Sera smiled, for the first time since the battle. “I thought that you would say that. Therefore, you will not be sitting here, as you say. I have an assignment for you.”
Tracer stood impassively behind Yuna, with his arms folded and a set frown on his face, and listened to Sera explaining her reasoning in locking down Elysium. He understood why she was doing it, but at the same time, it seemed ludicrous. To restrict incoming traffic was one thing, but to restrict outgoing–! Elysium was relatively unlikely to harbor hidden infected. Its hundreds of Purifiers would make a safe—and therefore priceless—addition to the Terran forces. And now Sera had other plans! He scowled at the monitor in frustration.
He perked up when Sera called him by name. “Megaman Tracer,” she called. “ I want to commend you for everything you have done. You and your team have given us our framework for fighting this battle—for that is what it is becoming. Without you, we would have no idea what now faces us. Truly, you are the best Purifier on Terra, and the most suited for the task of leading this fight. Your service record is not long, but it speaks for itself.”
Tracer took a step forward. “Mother, pardon me for any rudeness on my part, but…no matter how good I may be, what we need most is help.”

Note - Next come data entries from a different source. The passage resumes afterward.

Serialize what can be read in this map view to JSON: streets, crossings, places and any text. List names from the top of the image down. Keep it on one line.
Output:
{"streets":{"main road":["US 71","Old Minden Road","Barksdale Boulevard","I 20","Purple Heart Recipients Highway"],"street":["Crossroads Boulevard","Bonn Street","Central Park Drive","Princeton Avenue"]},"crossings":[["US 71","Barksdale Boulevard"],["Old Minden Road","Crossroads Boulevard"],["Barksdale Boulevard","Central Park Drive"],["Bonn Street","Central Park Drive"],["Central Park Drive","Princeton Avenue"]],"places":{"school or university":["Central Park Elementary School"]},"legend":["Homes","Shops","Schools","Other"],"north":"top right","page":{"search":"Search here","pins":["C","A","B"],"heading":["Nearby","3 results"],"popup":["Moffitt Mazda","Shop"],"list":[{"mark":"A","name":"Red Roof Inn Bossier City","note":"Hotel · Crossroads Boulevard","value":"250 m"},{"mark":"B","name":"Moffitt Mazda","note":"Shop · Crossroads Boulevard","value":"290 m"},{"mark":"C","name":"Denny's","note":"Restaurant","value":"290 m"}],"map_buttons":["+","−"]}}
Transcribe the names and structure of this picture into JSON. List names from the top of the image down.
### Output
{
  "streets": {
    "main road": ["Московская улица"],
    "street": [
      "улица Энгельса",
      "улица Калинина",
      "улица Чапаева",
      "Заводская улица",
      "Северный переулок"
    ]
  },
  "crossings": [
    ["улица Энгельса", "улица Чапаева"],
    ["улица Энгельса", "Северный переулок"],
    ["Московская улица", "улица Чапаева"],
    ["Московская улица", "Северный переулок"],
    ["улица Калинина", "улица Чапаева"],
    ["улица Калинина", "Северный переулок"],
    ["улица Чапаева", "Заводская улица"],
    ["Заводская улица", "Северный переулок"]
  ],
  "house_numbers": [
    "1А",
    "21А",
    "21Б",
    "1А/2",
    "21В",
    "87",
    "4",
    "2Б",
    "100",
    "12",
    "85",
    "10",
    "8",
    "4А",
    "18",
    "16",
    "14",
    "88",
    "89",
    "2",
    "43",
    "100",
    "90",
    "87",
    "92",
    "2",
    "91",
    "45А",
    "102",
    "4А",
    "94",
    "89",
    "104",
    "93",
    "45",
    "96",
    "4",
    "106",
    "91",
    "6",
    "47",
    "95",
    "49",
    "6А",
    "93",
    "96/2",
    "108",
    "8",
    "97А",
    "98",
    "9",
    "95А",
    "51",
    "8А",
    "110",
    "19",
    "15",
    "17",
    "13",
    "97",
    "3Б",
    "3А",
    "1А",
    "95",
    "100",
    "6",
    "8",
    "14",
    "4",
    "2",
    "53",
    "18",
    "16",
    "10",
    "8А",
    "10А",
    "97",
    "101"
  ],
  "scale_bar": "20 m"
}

“Correct, as usual. And I intend to help you, although I know that you are expecting more than I can provide at this time. Until such time as I can be sure that Elysium and the masters will not be at risk, I cannot strip the station of its defensive force. I will, however, send you my most trusted Purifier, to assist you in your pursuit of the Traitor. I think you will find her to be an excellent help; she has already proven herself on many occasions, and especially today, when she single-handedly saved the lives of all three masters. I am sure you will remember her—she remembers you, as well.”
A moment before she stepped into the monitor’s field, Tracer’s blood ran cold. He knew who was going to appear.
With a small smile on her face, Megaman Nova stepped into view. “Hello, Tracer. It’s good to see you again.”